Sunday, October 23, 2011

Breakfast meetings and Grand Ideas

It all started in a breakfast meeting.  But first, let me digress already.  I work in corporate America for a very large company.  Large companies feel like they make large decisions, and large decisions require large chains of managers to make sure the large decisions get broken up into smaller decisions to keep yet other managers busy.  I was one step up on that chain, team lead, which meant I was the one that would be most easy to blame if things went wrong.  Last May I needed a relatively minor contract extension for a project my team was working yet it still required 11 signatures  I pushed hard and won the approval lottery through stage 10 in an amazing 25 days!  Then of course the news came that number 11, the president of my division, took the approval with her on a business trip that would last the rest of the week and so I would have to wait yet longer.  UGH! 

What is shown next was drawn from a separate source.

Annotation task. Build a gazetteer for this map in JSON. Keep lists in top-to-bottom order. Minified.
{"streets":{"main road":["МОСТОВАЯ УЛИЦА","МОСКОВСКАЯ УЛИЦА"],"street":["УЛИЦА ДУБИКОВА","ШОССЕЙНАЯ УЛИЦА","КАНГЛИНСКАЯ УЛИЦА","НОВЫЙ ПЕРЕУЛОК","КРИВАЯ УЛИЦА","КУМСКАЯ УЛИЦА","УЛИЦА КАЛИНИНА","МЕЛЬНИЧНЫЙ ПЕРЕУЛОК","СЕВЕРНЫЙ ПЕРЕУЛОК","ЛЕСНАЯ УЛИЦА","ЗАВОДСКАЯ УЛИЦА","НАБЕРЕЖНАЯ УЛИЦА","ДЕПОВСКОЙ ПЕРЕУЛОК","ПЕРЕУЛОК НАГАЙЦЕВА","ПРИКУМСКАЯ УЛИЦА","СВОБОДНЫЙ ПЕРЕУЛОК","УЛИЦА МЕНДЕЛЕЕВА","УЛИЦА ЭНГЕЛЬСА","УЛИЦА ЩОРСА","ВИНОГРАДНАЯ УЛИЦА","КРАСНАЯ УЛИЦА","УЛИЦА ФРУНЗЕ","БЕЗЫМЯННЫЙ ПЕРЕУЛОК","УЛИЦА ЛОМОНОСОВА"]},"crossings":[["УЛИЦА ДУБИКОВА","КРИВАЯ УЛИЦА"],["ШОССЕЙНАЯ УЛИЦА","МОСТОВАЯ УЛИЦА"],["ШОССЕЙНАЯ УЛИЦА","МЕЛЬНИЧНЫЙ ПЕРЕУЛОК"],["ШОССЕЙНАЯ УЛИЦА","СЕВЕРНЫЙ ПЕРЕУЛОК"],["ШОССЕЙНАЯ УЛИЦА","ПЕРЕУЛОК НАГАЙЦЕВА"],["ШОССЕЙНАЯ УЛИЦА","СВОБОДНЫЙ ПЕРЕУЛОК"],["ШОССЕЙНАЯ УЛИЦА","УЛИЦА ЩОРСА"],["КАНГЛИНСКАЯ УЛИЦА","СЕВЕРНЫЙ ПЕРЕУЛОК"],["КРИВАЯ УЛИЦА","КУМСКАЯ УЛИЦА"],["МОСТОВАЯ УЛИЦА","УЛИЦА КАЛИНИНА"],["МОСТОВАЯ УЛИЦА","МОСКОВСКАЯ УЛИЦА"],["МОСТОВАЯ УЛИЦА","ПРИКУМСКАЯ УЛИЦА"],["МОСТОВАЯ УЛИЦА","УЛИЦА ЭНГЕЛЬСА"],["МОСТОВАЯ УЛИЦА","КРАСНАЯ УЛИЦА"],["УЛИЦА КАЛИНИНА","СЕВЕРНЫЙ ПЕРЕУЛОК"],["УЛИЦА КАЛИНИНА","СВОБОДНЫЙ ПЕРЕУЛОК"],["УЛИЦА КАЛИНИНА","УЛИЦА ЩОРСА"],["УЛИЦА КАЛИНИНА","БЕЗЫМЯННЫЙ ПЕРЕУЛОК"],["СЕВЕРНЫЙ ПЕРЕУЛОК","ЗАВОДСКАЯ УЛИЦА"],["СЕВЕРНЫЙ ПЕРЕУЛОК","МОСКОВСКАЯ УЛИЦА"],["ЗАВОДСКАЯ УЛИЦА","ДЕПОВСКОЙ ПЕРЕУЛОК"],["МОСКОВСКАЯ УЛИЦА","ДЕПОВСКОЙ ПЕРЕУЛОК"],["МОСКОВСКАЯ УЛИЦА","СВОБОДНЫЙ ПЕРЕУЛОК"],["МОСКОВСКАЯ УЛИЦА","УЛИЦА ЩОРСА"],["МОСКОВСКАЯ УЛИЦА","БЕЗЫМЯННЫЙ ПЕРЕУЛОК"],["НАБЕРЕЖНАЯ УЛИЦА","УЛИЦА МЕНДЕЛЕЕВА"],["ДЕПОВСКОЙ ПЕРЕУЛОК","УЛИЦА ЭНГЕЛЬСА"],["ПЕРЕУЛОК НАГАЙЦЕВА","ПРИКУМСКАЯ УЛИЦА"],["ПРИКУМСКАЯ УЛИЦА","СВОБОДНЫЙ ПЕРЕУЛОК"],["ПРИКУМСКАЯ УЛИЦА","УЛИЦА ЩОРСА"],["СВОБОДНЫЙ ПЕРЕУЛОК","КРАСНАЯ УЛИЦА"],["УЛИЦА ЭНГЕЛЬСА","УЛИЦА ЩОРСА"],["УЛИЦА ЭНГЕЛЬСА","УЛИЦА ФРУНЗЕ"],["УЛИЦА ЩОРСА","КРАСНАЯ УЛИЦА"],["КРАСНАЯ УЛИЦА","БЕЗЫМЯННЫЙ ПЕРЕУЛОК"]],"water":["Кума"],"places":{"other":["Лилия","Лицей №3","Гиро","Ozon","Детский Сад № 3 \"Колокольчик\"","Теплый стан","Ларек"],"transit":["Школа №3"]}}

The next day I was in the breakfast meeting.  This was no ordinary breakfast meeting, but one in which my boss' boss' boss would hold every month to honor employees whose birthday fell that month and, more importantly, make sure he saw all his underlings at least once per yea.  So here was my chance to impress my boss-to-the-third-power in this mere one-on-50 meeting!  We were going around the room introducing ourselves and saying something interesting.  I had a bunch of people that were introducing themselves before me which gave me plenty of time to ignore them and think of something interesting myself.  My cynical side was to point out I was team lead and that my job was to shuffle papers between 11 people to make them feel important.  But, the marginally smarter side of me won out and I decided to mention my ski trip to Antarctica that was coming up in November.  Deciding that wasn't good enough, I thought I would embellish it with a bigger goal of skiing all seven continents in the next two years.  If I didn't succeed, no one would remember anyhow because they were all busy ignoring me as they came up with their own interesting stories.  My interesting fact won an inkling of feigned interest from the crowd, and I sat back down.  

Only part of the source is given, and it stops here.